Lange noch nicht ausgestorben! Interview mit Gerre, Sänger der Trashmetal-Saurier Tankard, über die Vorzüge physischer Musikdatenträger im Zeitalter von Streamingdiensten.

Als Tankard vor 40 Jahren gegründet wurde, gab es erste Musik-CDs auf dem Markt (vgl.: Rolling Stone Artikel über 40 Jahre CD).

Lieber Gerre – weißt du, welche Band damals als erste ihr neuestes Album als CD veröffentlichte? 

Nein, da müsste ich passen. Aber aus meiner Erinnerung heraus habe ich gedacht, dass die CD erst am Ende der 80er Jahre bzw. zu Beginn der 90er Jahre herausgekommen wäre.

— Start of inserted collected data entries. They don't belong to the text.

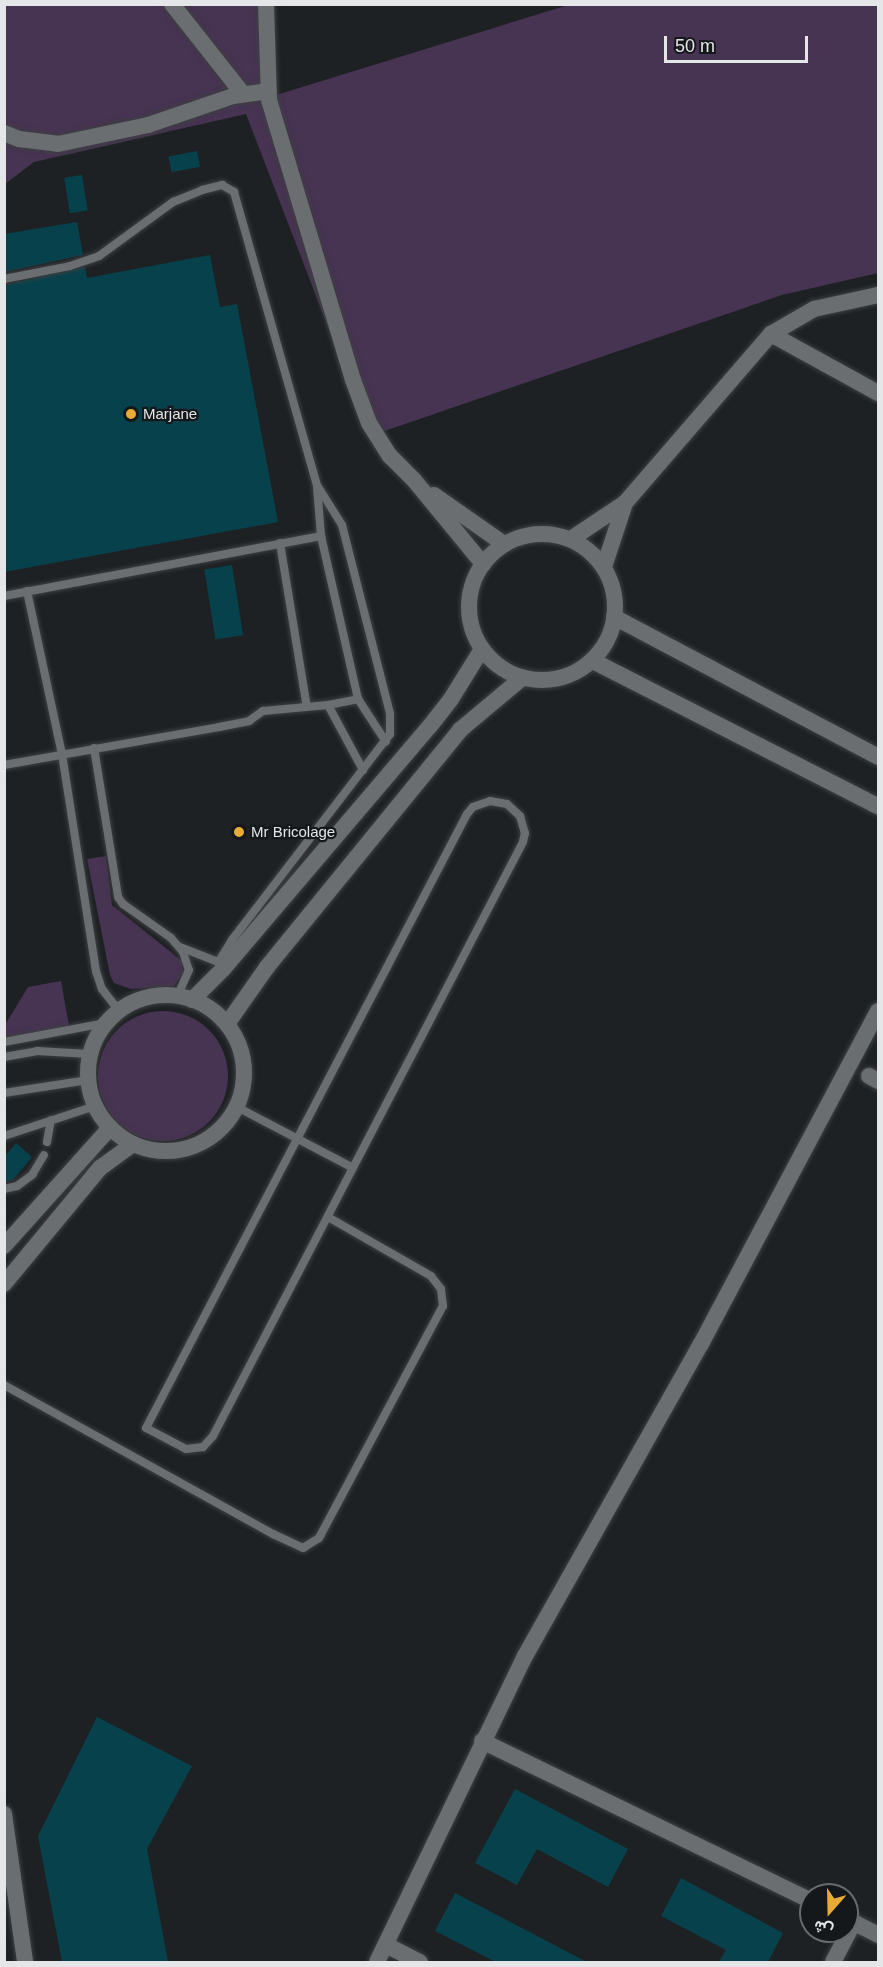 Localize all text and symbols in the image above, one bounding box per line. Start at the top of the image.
scale bar [667,24,811,62]
text: 50 m [675,36,715,56]
place label: Marjane [143,405,197,423]
marker: Marjane [124,407,138,421]
place label: Mr Bricolage [251,823,335,841]
marker: Mr Bricolage [232,825,246,839]
north arrow [799,1883,859,1943]
text: ش [811,1917,835,1940] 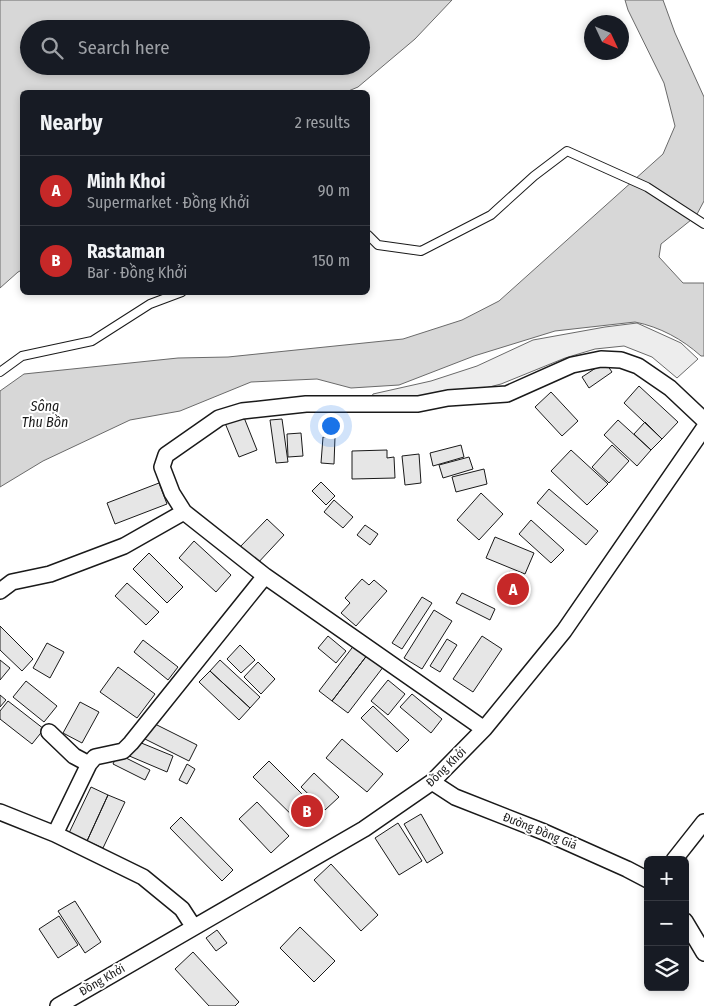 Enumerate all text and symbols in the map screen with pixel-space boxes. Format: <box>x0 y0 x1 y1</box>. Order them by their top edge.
north arrow <box>584 15 629 60</box>
search box <box>20 20 370 75</box>
icon: search <box>38 34 66 62</box>
text: Search here <box>78 36 170 59</box>
text: Nearby <box>40 110 102 136</box>
text: 2 results <box>295 113 350 132</box>
text: Minh Khoi <box>87 170 166 193</box>
text: A <box>52 181 60 200</box>
text: 90 m <box>318 181 350 200</box>
text: Supermarket · Đồng Khởi <box>87 193 250 212</box>
text: Rastaman <box>87 240 165 263</box>
text: B <box>52 251 60 270</box>
text: 150 m <box>312 251 350 270</box>
text: Bar · Đồng Khởi <box>87 263 187 282</box>
water label: Sông Thu Bồn <box>22 398 68 431</box>
your location <box>318 413 344 439</box>
pin: A <box>497 570 529 608</box>
street label: Đồng Khởi <box>422 744 469 790</box>
pin: B <box>291 792 323 830</box>
street label: Đường Đồng Giá <box>501 809 580 852</box>
map controls <box>644 856 689 991</box>
button: + <box>644 856 689 901</box>
button: − <box>644 901 689 946</box>
button: layers <box>644 946 689 991</box>
street label: Đồng Khởi <box>76 960 127 999</box>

Ich gehöre selbst der Gattung der physischen Tonträgersammler, einer aussterbenden Spezies, an. Ich persönlich brauch´noch was in der Hand – ein Cover, einen Tonträger. Da bin ich, wie übrigens viele andere Metal-Fans auch, recht konservativ. Allerdings ist das Unterfangen, einem 14-Jährigen zu erklären, was eine Kassette ist, beinahe aussichtslos.

Gibt es eine persönliche Anekdote über den Kauf deiner ersten CD? 

Das war der Kauf  einer CD von Anvil zu Beginn der 90er Jahre. Das Album hatte ich als echter Fan natürlich bereits in mehreren Vinyl-Versionen und wollte es der Vollständigkeit halber auch als CD besitzen. Es war gleichzeitig der Startschuss, dass ich mir fortan mehr und mehr CDs kaufte.

Wie war das in den Anfangstagen Eurer Band im „dunklen“ Kassetten-Zeitalter und im Zeichen des Bandsalats? Habt ihr wie andere Bands  ständig „Acht-Spur“-Proberaumaufnahmen auf Tape angefertigt?

Oh ja, ich habe wahrscheinlich noch tonnenweise Aufnahmen auf Kassette, die ich mal sichten müsste. Vielleicht ist da noch was Gescheites dabei. Das war schon eine andere Zeit, mit diesen Aufnahmen im Proberaum, in dem die Hinweiszettel hingen, wie oft man den Teil A eines Liedes zu spielen hatte, bevor der Refrain einsetzte usw. Das ist heute doch ganz anders…

Wann begann für Tankard das Zeitalter der CD? Wann habt ihr mehr Tonträger auf CD als auf Platte verkauft? 

Das war wohl im Jahr 1992 mit dem Album „Stone Cold Sober“.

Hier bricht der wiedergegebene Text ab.